Within the mystery genre, I’d place Nicola Griffith’s The Blue Place closer to James Ellory than to more typical whodunnits and detective stories.  Similar to Ellroy’s noir thrillers, Griffith’s book is populated with unreliable narrators, deep psychological complexities, and intense, frightening violence.

Griffith uses  descriptive language much more lush and lyrical than anything Ellroy writes, thatI found evocative and compelling.   I also loved the way Griffith plays with her story– violence is portrayed as both shockingly out of place and terribly mundane/realistic. Aud, the protagonist, is so horribly emotionally vulnerable but physically, totally impenetrable or unbeatable.

The only downside to the book is how quickly and completely Aud falls in love with Julia.

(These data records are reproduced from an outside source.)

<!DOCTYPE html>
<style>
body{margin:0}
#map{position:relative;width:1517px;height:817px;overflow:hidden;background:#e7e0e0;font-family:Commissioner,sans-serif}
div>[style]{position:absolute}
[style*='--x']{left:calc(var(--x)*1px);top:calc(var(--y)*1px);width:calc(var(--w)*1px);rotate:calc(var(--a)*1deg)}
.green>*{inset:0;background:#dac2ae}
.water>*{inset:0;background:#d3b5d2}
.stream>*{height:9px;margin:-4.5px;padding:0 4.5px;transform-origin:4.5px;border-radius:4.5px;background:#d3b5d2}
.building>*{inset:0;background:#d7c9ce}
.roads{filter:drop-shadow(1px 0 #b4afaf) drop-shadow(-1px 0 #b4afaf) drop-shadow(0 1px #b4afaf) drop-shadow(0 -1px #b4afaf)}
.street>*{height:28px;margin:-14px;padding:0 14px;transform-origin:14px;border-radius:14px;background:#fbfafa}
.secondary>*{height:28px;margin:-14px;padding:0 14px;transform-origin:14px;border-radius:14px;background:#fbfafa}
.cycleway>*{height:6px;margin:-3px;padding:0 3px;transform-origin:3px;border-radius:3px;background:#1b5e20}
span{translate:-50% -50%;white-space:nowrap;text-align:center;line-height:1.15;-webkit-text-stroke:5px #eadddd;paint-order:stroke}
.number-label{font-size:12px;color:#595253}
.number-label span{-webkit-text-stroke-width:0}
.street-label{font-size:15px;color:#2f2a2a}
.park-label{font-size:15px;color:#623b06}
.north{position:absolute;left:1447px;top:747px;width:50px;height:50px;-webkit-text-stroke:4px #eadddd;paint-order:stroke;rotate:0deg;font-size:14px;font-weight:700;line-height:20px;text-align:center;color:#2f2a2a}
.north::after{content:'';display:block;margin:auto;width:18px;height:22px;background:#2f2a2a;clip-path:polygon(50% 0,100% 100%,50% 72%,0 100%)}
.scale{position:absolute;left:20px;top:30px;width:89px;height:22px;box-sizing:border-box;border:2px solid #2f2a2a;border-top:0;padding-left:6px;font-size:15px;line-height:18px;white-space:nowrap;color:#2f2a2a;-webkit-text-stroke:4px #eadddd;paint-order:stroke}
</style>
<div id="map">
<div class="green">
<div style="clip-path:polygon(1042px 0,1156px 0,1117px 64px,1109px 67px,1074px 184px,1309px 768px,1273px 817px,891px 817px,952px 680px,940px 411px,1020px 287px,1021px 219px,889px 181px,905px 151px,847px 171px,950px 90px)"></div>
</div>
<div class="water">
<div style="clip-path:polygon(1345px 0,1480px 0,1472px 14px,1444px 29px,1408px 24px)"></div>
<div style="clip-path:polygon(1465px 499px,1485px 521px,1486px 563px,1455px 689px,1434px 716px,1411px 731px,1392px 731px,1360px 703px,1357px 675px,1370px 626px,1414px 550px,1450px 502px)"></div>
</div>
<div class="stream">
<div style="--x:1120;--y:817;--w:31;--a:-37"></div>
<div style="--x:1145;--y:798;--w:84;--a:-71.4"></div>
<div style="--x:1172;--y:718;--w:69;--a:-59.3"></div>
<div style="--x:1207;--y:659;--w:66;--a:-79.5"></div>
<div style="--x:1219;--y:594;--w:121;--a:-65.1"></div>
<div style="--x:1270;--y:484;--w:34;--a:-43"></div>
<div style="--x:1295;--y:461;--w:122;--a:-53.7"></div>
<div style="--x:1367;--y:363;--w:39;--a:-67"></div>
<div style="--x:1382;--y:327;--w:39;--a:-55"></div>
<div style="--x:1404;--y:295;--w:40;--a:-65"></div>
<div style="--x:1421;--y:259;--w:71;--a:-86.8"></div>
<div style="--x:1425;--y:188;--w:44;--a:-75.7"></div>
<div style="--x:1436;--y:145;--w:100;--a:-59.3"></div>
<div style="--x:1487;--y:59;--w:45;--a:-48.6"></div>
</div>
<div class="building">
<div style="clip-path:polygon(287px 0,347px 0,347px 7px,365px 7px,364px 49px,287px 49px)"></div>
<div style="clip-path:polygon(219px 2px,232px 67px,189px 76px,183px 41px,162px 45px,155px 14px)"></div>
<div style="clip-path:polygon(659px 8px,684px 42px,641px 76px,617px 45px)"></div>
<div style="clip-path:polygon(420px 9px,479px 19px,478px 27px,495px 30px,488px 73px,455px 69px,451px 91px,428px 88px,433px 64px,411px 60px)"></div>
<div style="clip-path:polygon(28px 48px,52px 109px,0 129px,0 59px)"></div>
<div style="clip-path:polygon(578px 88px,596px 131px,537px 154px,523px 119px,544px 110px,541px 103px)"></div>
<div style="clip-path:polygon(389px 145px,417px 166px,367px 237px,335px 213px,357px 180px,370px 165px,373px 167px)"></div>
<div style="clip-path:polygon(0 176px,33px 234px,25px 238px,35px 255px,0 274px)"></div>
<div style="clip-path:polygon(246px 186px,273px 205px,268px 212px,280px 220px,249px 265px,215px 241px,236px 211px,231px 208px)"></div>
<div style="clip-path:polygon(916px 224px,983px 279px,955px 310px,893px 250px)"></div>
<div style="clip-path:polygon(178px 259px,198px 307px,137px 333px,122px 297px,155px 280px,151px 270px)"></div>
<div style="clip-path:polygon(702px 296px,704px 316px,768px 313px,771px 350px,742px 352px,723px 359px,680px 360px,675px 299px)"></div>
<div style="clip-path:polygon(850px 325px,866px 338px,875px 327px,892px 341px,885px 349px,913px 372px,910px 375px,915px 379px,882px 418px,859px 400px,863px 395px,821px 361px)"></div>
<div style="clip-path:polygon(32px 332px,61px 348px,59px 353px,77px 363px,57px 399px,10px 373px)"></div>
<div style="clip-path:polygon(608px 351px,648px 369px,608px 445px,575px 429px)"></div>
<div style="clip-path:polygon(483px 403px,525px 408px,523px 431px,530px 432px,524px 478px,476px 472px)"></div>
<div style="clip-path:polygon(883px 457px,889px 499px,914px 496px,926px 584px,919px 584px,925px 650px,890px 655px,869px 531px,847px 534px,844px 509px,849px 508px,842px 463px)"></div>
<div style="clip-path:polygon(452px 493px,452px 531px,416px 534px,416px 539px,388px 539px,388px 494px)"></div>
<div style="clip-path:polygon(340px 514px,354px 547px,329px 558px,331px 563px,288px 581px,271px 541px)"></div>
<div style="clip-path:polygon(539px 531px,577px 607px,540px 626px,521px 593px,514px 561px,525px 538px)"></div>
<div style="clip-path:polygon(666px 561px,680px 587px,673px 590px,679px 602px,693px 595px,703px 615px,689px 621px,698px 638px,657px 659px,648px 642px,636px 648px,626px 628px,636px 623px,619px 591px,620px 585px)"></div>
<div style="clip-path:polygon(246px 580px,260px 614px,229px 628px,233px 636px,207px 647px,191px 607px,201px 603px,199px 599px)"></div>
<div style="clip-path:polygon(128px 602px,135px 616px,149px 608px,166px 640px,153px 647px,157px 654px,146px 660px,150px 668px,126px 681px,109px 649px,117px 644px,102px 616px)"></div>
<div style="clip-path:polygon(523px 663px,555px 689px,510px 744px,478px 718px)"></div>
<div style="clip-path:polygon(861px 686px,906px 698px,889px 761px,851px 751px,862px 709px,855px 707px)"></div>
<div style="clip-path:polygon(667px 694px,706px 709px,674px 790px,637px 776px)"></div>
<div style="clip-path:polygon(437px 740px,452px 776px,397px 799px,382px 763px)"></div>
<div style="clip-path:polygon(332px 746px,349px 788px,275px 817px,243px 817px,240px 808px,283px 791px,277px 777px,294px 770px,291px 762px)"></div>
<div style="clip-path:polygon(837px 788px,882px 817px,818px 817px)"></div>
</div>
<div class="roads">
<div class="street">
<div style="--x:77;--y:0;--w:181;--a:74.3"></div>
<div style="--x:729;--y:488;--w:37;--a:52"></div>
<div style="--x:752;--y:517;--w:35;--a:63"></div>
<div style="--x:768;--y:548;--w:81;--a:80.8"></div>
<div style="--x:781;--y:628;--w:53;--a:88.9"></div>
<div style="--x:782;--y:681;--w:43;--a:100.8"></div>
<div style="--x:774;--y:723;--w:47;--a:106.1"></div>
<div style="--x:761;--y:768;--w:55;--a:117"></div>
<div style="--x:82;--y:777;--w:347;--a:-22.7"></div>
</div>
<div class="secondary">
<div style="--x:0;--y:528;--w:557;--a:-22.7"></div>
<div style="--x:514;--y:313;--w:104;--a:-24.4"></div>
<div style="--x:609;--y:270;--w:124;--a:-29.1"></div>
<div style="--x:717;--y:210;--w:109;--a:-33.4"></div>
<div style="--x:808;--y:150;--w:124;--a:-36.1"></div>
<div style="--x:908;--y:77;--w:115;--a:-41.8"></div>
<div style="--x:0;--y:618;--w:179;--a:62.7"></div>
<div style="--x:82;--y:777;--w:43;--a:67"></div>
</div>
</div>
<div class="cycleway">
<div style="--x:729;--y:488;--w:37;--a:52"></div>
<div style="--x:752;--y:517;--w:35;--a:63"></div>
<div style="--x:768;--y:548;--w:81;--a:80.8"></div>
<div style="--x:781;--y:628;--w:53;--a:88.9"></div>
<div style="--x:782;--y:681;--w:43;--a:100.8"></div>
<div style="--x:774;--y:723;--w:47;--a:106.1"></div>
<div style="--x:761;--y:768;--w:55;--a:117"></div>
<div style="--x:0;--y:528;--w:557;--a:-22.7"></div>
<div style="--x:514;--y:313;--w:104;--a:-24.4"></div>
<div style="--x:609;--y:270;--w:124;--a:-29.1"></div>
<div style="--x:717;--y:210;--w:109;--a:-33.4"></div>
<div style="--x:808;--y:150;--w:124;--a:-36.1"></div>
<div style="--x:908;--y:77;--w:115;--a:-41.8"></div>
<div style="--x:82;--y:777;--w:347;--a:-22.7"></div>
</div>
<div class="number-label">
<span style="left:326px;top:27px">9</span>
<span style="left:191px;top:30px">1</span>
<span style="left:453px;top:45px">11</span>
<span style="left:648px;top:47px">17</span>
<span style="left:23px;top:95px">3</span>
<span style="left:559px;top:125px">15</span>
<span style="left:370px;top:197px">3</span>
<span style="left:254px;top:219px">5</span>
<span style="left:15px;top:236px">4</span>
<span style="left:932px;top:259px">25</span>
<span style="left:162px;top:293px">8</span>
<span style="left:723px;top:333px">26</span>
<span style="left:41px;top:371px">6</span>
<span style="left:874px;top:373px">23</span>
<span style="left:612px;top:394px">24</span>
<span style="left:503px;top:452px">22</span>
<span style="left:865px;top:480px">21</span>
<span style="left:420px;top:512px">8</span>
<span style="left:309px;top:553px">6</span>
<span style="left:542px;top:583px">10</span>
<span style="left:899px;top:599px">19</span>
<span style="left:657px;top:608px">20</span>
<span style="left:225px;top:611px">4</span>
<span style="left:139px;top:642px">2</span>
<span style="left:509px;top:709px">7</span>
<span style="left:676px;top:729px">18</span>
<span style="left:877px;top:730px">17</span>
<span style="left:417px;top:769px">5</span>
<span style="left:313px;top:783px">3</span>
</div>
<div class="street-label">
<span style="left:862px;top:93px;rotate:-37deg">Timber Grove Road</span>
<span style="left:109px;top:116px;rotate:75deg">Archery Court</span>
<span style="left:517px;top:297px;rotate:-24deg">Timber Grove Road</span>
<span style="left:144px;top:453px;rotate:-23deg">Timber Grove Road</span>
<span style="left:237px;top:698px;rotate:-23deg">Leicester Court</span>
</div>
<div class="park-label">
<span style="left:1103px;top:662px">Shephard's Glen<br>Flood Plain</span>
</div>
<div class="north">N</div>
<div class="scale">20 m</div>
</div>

Its simply too quick and too out-of-character for someone who is portrayed as being just this side of a psychotic criminal.  The “I just met you but I’m completely in love” thing is an obvious plot device and boring to read.  I felt a little cheated to spend two-thirds of the novel sympathizes with a damaged and difficult character only to find myself headed towards an obvious Doomed Lovers are Doomed ending.

However, even if I finished the book slightly disappointed, the character of Aud has stayed with me since reading it. I crave knowing more about her, am semi-desperate to continue reading the series, and found myself unable to read anything else for thinking about Aud. Butch, mysterious, violent, Norwegian– I kind of love her.

Allysse reviewed “Song of Bullfrogs, Cry of Geese” by Nicola Griffith

Song of Bullfrogs, Cry of Geese” is a science-fiction short story set in a world in which a disease – or symptoms as it is named – is weakening the human race, slowly making it die. The story particularly focus on one immunologist, Molly. She lives on her own, recluse, near Atlanta. She is given food and supplies regularly by the city in hope that she would change her mind and come live with them and not outside. They want her because they believe she can find a cure, or at least try to. But she doesn’t want to.

The reason for it is simple: Helen died in the place Molly lives in and it is the last link to her she has. The story might be set in a science-fiction setting but it is very much a story about loss and grief. Molly is staying because of all the memories of Helen, because of all that the place reminds her of.

In spite of being alone, the place Molly lives in is full of life and buzzing with animal activity. It feels a little like she is not that alone until she realizes that the animals don’t care about her. SPOILERS She is just another animal for them and she doesn’t belong in this place in which she can’t survive on her own, in which Helen is no more. It is not until she comes to realize that she has been living a lie, staying here because of her grief that she is able to heal and understand that no matter what her love one will not come back and that she can do better with her life than wait and watch. END OF SPOILERS

Like I mentioned earlier this short story is very much about grief and loss and the slow process of healing from it. It might be science-fiction but the genre is barely visible, simply being in the background. The story is well written and it all flows easily under the reader’s eyes. I won’t remember it as exceptional and will probably never reread it, but I enjoyed it while reading and loved the images Nicola Griffith used in it, it made me curious about her other works.